The config attributes {'predict_epsilon': True} were passed to DDPMScheduler, but are not expected and will be ignored. Please verify your scheduler_config.json configuration file.


Training setup complete. Optimizer, noise scheduler, helper functions, and GradScaler are ready.


`Gradient Scaler` **(梯度缩放器) 是一个用来解决混合精度训练中“数值下溢” (Underflow) 问题的工具，它能保证模型在低精度浮点数（如FP16）下依然可以稳定地训练**。

1. **什么是“混合精度训练” (Mixed Precision Training)？**

    在深度学习中，我们通常使用32位浮点数（FP32，或称单精度）来存储和计算模型的权重、梯度等数据。

    混合精度训练则是指在训练过程中，同时使用16位浮点数（FP16，或称半精度）和32位浮点数（FP32）。

    优点：

    * **速度更快**：现代的GPU（尤其是NVIDIA带有Tensor Cores的显卡）计算FP16的速度远超FP32。

    * **显存更少**：FP16占用的存储空间是FP32的一半，这意味着你可以用更大的模型、更大的批量（batch size）进行训练。

    缺点/挑战：

    * **数值范围更小**：FP16能表示的数值范围比FP32小得多。如果一个数非常小，超出了FP16的表示范围，它就会被当作**零**，这种情况称为“**数值下溢**”(Numerical Underflow)。

2. **为什么“数值下溢”是个大问题？**

    在模型训练的反向传播（backpropagation）过程中，计算出的梯度 (gradients) 可能非常小。如果使用FP16，这些微小的梯度值很容易因为“数值下溢”而变成零。

    一旦梯度变成零，模型就无法从这些信息中学到任何东西，参数也就不会被更新。这就好比老师给学生划重点，但声音太小，学生一个字也听不见，自然也就无法学习和进步。最终，这会导致模型**无法收敛或训练失败**。

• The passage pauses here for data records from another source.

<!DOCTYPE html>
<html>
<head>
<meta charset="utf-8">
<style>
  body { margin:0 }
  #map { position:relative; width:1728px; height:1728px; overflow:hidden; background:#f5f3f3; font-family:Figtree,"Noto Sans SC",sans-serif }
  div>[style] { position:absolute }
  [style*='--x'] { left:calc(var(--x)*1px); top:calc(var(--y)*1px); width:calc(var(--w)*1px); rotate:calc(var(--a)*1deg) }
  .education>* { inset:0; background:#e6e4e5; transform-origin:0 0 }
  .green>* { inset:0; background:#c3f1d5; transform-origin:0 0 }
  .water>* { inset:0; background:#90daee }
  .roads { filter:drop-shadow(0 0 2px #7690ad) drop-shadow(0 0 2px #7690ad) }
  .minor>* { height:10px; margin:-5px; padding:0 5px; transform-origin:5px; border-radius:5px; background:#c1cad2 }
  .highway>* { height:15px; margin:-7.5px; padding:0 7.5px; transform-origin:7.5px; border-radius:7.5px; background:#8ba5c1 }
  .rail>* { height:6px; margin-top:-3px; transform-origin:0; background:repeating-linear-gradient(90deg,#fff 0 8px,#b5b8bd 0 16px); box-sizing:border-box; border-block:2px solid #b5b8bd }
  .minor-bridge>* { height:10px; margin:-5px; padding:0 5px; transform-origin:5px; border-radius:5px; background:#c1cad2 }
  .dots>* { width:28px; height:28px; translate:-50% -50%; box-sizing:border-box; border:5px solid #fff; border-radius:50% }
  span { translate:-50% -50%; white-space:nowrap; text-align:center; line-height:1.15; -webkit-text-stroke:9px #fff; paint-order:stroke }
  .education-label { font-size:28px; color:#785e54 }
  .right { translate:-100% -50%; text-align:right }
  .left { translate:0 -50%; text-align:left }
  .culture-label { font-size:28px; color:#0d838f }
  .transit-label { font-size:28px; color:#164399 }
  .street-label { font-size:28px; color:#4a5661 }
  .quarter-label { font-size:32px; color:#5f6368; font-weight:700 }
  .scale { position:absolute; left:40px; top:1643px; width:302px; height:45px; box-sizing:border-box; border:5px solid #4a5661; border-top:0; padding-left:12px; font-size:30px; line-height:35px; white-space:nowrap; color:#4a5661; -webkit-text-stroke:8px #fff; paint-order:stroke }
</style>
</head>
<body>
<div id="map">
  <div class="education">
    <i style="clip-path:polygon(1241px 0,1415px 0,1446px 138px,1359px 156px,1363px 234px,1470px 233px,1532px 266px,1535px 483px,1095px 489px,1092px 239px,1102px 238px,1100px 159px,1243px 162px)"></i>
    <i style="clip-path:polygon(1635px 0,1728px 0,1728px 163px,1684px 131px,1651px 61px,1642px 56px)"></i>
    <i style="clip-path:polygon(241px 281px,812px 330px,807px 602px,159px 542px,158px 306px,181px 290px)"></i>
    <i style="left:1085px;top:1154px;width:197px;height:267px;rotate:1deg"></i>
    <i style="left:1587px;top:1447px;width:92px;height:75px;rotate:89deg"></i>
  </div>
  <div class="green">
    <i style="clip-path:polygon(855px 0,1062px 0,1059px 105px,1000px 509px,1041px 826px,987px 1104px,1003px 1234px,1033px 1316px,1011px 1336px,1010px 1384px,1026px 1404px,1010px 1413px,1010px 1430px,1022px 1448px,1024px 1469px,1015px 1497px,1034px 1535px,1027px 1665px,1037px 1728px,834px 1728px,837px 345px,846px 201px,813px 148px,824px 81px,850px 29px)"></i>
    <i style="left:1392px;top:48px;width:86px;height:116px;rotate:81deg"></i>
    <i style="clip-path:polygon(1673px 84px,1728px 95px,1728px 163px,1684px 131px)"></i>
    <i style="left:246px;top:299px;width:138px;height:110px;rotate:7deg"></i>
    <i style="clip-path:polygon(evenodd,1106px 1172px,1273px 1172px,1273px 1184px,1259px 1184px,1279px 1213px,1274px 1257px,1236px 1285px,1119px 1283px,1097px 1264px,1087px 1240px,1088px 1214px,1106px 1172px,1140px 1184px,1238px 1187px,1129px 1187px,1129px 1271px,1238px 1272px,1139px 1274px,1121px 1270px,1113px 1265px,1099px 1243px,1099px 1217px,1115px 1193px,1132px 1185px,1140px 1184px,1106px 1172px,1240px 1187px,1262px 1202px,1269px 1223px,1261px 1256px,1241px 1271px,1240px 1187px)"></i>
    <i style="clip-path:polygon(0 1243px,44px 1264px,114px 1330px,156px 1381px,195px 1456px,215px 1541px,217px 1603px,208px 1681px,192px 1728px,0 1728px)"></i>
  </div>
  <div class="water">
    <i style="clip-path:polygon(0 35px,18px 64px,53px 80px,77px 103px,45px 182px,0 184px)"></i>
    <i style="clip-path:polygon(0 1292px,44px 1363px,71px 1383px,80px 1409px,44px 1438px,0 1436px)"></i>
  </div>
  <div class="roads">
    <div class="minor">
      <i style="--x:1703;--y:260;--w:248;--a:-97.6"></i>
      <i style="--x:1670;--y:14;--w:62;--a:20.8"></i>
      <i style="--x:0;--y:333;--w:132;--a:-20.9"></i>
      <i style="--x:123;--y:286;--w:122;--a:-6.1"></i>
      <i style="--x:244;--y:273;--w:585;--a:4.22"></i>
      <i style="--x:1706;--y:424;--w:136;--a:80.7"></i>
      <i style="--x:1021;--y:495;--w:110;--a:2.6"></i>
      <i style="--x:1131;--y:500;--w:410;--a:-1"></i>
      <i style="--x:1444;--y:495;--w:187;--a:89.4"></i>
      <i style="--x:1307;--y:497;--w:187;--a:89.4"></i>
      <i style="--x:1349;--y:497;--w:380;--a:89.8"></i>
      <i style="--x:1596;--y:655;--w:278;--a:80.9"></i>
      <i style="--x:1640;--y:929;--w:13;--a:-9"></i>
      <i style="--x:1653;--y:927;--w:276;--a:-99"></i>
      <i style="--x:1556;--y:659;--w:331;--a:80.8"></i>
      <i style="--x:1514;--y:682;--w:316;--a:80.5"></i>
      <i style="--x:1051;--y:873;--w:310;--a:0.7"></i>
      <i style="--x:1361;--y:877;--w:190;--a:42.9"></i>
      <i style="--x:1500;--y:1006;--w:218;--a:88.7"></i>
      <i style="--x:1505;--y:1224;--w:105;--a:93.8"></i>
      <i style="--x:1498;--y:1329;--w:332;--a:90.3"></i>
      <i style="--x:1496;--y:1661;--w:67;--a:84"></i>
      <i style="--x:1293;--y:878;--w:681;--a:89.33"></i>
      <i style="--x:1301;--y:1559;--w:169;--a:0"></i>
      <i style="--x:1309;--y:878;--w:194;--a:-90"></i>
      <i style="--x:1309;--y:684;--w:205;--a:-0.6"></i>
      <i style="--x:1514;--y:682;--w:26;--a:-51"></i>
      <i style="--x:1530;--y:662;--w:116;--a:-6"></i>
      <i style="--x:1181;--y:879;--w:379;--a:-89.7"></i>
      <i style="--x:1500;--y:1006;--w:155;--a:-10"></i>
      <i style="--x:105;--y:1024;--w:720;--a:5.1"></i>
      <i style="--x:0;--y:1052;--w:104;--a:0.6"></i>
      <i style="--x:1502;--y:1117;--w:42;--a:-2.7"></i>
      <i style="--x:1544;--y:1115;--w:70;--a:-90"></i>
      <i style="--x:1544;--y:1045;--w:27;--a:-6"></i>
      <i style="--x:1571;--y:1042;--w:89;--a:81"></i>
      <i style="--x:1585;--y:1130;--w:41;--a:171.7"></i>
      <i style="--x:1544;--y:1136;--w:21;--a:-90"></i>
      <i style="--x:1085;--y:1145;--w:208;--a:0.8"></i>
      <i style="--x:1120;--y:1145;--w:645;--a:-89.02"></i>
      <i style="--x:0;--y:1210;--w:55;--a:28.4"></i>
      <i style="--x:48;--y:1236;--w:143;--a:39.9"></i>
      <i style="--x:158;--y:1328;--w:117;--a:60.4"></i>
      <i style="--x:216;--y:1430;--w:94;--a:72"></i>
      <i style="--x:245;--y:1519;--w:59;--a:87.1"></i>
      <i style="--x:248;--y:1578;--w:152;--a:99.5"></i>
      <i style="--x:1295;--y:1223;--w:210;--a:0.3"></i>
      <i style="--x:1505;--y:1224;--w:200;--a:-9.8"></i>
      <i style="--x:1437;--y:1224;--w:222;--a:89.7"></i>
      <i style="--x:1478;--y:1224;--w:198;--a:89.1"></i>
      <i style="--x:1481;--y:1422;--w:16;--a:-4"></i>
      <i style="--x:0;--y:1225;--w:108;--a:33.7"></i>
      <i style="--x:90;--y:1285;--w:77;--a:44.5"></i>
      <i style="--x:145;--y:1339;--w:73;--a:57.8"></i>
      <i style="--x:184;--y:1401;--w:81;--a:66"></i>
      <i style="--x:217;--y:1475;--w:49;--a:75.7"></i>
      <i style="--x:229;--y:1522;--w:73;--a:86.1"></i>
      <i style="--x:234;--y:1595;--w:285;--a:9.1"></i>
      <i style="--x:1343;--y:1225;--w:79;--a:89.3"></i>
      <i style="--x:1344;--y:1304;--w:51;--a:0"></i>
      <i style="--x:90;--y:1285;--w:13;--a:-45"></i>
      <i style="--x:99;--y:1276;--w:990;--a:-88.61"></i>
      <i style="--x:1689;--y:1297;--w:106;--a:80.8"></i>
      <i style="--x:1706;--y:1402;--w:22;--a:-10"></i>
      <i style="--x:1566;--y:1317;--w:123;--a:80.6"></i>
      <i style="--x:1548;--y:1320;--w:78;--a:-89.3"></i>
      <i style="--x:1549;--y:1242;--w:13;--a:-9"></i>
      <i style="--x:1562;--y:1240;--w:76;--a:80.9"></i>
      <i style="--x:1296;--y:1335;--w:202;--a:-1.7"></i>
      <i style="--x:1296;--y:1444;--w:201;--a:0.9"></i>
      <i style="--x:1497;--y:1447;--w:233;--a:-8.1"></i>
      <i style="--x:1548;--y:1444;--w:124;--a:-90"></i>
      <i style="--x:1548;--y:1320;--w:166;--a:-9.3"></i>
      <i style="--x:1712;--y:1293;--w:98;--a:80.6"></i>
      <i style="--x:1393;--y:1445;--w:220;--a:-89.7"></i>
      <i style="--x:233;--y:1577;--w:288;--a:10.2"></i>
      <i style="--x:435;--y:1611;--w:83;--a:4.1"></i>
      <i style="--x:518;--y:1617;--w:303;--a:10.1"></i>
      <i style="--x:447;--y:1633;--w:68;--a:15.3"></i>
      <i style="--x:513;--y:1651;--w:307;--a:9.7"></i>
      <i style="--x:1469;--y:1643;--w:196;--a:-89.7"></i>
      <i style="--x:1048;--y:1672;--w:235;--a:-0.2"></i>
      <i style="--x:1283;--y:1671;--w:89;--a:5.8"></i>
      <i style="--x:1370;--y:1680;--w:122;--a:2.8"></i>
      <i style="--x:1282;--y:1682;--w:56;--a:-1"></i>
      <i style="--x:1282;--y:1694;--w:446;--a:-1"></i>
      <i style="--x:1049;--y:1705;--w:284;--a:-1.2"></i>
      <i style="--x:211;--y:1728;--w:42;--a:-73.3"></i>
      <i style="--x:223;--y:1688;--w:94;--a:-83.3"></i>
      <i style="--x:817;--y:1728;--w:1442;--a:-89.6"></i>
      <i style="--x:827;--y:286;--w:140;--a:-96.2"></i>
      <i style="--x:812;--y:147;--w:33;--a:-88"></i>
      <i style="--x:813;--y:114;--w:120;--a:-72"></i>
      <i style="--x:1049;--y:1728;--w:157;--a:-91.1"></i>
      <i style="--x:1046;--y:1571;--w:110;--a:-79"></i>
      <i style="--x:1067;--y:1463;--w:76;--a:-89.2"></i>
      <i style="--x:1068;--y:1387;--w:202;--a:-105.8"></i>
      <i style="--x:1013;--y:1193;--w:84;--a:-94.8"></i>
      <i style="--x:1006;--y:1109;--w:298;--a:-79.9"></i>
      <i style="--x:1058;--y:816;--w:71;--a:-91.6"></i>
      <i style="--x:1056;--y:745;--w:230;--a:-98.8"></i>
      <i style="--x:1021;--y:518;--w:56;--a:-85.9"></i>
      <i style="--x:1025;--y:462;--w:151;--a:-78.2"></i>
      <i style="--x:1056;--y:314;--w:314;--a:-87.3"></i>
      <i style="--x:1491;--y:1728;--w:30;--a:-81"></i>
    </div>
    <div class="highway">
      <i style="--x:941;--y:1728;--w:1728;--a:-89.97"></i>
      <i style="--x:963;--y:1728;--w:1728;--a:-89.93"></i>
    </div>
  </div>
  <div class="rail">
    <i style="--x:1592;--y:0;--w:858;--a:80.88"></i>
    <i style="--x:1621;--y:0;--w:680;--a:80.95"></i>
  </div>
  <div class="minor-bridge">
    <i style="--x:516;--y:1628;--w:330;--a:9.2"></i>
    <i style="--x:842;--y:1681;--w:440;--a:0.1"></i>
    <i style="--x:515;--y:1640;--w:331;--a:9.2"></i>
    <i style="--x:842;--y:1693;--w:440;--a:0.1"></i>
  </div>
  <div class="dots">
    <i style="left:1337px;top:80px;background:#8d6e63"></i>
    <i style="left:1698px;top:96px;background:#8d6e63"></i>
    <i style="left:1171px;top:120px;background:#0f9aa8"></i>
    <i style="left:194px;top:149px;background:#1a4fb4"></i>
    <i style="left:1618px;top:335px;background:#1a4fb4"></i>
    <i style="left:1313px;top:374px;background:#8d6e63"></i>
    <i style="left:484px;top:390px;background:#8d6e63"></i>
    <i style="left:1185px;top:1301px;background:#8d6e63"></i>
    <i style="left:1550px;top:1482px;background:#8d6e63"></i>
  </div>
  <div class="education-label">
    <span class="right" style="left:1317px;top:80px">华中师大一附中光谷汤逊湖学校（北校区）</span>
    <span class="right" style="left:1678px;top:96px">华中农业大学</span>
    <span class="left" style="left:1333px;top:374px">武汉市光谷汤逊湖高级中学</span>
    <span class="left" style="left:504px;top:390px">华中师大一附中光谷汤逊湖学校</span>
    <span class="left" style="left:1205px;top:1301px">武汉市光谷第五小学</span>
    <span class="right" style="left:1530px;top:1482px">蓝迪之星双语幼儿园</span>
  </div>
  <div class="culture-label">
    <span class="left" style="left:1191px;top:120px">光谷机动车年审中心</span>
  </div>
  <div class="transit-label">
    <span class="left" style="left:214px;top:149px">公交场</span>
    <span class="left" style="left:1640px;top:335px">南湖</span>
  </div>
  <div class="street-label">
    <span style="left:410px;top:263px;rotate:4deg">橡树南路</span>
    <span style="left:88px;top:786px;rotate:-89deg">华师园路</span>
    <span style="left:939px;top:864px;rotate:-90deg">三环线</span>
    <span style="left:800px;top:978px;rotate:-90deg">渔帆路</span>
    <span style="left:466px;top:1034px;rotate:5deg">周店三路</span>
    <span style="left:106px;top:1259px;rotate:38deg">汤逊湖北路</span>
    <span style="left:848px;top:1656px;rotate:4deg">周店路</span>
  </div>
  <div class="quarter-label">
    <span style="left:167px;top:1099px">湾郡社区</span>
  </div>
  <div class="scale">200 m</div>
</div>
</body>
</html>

3. `Gradient Scaler` **如何解决这个问题？**
    
    `Gradient Scaler` (在PyTorch中是 `torch.cuda.amp.GradScaler`) 通过一个巧妙的“放大再缩小”的策略来解决问题：

    工作流程如下：

    1. **放大损失 (Loss Scaling)**：在计算反向传播之前，GradScaler 会将计算出的损失值（Loss）乘以一个巨大的缩放因子（例如 65536.0）。

    2. **计算放大的梯度 (Scaled Backward Pass)**：当使用这个被放大了的损失值进行反向传播时，根据链式法则，所有计算出的梯度也会被同样地放大。

        这样一来，那些原本非常微小的、可能会下溢的梯度，现在被“抬升”到了FP16可以安全表示的范围内，避免了信息丢失。

    3. **缩小梯度 (Unscaling)**：梯度虽然安全了，但它们是“虚高”的，不能直接用来更新模型权重。因此，在优化器（Optimizer）更新权重之前，`GradScaler` 会将这些被放大的梯度**除以同一个缩放因子**，将它们恢复到原始的、正确的数值。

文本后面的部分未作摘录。